A visual that shows just how many Rohingya villages have been burned

FAN Editor
FILE PHOTO: A Rohingya refugee family eats as they sit inside their semi constructed shelter at Kutupalong refugee camp near Cox's Bazar
FILE PHOTO: A Rohingya refugee family eats as they sit inside their semi constructed shelter at Kutupalong refugee camp near Cox’s Bazar, Bangladesh October 24, 2017. REUTERS/Adnan Abidi

January 1, 2018

(Reuters) – In the four months since the Myanmar military began a crackdown after Rohingya militants attacked an army base and police posts on Aug. 25, around 655,000 members of the stateless Muslim minority have fled the western state of Rakhine and crossed into neighboring Bangladesh.

A Reuters graphic makes use of data from the U.N. Operational Satellite Applications Programme (UNOSAT) to show hundreds of villages in Rakhine state that were once inhabited by the Rohingya, but have now been burned down.

A total of 354 villages have either been completely or partially destroyed, Human Rights Watch said on Dec. 18.

The data, which was gathered from Aug. 25, the day of the Rohingya militant attack, to Nov. 25, shows burned settlements in an area stretching 110 km (68 miles) from the green hills of Rakhine’s northern tip to beaches near the state’s capital Sittwe in the south.

See the interactive graphic here: http://tmsnrt.rs/2zGVUmt

Top officials in the United Nations and United States have described the Myanmar military’s crackdown as ethnic cleansing.

Myanmar has denied human rights abuses, saying its military is engaged in legitimate counter-insurgency operations.

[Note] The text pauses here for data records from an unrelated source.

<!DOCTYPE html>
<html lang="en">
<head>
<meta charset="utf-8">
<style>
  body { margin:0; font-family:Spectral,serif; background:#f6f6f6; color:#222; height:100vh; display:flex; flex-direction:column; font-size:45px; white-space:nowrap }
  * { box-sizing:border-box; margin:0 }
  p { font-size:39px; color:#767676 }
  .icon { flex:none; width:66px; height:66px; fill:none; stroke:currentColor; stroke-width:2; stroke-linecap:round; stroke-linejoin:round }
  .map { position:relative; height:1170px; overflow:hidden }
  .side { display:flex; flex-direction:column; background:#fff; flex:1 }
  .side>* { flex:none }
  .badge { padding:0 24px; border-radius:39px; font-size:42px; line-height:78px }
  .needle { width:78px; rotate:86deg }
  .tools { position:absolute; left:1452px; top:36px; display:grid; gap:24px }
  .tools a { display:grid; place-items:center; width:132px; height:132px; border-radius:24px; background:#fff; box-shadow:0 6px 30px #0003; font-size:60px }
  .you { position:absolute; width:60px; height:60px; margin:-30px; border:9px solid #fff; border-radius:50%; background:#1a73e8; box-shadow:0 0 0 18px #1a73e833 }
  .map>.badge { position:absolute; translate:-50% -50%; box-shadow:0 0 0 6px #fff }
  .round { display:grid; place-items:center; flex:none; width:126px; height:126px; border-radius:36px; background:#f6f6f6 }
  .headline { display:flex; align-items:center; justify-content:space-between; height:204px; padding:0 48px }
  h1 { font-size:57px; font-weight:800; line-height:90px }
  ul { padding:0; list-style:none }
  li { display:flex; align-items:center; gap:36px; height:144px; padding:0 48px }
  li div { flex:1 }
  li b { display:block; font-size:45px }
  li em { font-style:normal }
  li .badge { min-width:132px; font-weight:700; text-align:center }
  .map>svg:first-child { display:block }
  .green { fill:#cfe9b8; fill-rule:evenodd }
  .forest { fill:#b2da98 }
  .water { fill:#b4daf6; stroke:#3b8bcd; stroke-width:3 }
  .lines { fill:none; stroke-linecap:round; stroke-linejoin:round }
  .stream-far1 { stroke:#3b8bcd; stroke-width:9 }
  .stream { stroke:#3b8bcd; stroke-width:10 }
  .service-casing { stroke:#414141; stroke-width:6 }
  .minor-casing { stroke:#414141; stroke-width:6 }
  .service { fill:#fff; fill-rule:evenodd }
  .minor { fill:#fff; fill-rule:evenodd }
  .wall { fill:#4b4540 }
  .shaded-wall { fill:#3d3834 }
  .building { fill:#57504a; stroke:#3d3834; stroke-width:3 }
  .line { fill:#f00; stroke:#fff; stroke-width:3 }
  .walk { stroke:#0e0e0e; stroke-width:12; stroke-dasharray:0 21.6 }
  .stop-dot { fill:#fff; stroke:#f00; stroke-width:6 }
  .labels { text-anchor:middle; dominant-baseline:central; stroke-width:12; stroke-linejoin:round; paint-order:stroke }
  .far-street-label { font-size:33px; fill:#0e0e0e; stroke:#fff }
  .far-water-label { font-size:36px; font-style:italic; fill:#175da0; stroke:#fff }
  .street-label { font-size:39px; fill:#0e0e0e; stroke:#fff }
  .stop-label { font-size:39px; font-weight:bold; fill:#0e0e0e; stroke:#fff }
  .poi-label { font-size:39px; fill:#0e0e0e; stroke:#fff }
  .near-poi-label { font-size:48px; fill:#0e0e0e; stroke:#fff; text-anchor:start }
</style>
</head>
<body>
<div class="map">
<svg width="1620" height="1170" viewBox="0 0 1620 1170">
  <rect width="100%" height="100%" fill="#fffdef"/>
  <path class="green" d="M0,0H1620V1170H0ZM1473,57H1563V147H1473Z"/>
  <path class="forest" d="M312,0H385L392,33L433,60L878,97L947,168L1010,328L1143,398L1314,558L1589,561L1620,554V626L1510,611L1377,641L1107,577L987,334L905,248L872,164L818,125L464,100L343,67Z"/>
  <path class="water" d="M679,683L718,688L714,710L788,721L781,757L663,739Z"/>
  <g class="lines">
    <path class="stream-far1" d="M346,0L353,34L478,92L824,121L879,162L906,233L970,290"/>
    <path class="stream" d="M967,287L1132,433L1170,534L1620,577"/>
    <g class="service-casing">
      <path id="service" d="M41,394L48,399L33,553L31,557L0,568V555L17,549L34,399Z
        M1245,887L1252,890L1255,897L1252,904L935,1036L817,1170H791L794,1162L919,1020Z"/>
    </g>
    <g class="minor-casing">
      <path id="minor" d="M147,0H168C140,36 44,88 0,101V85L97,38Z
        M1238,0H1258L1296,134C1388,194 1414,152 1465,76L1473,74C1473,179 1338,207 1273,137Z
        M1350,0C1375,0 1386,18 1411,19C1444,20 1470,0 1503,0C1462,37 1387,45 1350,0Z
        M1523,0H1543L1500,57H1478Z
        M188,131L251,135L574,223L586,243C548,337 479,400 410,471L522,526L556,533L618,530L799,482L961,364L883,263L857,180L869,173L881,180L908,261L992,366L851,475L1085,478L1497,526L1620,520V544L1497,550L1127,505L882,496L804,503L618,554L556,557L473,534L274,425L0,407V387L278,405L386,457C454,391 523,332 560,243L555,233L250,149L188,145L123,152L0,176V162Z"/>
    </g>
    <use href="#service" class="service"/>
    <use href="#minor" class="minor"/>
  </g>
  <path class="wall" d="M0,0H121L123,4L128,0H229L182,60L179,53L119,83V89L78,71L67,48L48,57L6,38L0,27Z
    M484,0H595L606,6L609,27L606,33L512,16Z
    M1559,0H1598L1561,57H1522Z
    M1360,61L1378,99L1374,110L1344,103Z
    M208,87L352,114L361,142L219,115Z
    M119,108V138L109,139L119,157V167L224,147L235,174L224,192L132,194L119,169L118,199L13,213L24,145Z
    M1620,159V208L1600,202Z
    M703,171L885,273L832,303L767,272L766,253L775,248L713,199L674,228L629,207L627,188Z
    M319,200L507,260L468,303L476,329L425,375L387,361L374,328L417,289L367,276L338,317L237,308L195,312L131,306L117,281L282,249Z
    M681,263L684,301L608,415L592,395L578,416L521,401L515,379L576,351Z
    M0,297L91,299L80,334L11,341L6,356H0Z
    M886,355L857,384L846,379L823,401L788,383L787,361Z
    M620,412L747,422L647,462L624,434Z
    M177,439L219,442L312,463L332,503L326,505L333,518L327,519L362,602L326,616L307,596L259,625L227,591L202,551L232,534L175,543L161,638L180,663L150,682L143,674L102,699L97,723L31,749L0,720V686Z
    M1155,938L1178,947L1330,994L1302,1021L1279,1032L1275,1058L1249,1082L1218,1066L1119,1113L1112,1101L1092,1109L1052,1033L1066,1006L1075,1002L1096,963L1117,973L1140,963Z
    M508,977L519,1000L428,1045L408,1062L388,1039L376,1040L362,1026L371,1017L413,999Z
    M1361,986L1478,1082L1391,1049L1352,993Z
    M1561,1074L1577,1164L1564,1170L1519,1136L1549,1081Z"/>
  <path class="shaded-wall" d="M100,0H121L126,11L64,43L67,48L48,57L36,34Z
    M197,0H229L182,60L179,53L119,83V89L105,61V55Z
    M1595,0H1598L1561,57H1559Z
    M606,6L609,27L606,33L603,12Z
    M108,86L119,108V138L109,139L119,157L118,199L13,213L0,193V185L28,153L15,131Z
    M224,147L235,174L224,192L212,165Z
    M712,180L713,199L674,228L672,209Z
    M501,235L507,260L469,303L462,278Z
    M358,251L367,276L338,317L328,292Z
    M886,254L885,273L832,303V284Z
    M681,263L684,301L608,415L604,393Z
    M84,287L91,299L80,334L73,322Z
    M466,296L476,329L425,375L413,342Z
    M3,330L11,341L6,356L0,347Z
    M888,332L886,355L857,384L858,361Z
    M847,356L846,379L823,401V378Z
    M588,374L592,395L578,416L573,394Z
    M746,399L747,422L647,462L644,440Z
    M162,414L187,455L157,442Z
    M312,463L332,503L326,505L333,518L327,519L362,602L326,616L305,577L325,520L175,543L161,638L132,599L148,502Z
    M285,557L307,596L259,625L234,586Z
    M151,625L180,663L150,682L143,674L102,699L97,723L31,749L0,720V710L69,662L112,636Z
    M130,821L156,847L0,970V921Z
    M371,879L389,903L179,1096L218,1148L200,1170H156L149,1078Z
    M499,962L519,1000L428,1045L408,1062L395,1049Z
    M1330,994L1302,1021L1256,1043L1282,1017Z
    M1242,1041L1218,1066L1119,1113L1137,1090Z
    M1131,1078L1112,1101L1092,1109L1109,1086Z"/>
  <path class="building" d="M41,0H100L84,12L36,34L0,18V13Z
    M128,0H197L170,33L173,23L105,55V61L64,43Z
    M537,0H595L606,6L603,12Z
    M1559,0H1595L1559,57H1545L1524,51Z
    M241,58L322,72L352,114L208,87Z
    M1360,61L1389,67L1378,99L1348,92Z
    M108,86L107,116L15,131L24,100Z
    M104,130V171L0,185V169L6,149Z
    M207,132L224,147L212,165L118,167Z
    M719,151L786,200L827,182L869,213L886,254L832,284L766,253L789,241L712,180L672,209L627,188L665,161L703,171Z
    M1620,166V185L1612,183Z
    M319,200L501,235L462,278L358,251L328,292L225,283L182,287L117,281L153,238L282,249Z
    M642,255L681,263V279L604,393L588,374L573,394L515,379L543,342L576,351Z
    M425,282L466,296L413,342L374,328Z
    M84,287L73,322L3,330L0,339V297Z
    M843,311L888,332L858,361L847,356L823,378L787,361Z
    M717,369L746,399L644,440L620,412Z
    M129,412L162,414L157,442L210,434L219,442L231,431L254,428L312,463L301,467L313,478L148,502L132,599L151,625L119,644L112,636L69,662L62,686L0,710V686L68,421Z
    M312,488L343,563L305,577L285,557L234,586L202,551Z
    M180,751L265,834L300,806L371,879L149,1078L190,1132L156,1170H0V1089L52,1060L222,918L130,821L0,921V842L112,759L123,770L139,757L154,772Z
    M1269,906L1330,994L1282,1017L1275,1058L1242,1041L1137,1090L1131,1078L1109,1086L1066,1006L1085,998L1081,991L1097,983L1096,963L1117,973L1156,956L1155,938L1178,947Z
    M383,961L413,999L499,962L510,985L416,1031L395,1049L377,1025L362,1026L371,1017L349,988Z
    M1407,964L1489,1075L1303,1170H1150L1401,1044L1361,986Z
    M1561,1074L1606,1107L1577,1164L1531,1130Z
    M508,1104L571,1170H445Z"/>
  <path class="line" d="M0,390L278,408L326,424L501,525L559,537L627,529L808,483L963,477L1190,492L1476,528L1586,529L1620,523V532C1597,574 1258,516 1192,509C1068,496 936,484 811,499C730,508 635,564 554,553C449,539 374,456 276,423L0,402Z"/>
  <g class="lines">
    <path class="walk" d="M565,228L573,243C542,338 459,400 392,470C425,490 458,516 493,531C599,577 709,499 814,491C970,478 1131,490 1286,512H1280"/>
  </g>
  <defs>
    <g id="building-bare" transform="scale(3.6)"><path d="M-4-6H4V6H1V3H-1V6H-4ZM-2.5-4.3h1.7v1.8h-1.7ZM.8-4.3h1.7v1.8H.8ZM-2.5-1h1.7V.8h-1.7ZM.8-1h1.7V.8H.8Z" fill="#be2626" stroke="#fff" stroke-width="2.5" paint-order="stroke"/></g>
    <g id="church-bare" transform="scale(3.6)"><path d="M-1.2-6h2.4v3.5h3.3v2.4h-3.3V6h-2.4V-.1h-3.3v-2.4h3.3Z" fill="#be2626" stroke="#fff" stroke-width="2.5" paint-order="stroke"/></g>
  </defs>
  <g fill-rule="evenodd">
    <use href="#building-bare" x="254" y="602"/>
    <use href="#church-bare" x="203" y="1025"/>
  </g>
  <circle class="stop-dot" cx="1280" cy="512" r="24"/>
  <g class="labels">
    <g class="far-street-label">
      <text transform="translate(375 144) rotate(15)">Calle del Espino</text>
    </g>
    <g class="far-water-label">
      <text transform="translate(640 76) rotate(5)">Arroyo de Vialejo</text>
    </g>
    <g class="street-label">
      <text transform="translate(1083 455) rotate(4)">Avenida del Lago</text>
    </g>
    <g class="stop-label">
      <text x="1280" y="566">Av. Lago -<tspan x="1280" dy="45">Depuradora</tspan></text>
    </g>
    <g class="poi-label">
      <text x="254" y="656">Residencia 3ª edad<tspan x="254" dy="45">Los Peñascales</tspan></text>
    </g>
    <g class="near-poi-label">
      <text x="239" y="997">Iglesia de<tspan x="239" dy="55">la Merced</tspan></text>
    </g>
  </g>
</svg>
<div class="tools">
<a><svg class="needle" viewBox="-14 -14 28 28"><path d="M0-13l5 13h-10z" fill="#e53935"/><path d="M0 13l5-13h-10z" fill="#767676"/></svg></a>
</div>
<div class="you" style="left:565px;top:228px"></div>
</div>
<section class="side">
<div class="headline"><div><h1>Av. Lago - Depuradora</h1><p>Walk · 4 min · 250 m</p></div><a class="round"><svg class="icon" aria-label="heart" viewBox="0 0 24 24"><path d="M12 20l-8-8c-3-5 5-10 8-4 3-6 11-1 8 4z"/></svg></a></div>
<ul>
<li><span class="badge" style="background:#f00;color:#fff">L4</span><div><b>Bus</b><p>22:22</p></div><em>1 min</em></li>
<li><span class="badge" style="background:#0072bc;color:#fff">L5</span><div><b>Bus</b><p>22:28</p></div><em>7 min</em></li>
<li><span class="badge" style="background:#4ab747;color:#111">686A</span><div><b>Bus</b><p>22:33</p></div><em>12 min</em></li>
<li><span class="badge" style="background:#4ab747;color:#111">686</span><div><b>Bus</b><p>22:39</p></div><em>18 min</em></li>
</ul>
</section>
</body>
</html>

The military exonerated itself of all accusations of atrocities in an internal investigation, which published its findings on Nov. 13. Myanmar’s civilian government has said that the burnings were carried out by Rohingya militants and the Rohingya themselves.

Myanmar’s military did not respond to Reuters’ questions about its role in the alleged atrocities against the Rohingya described in this graphic.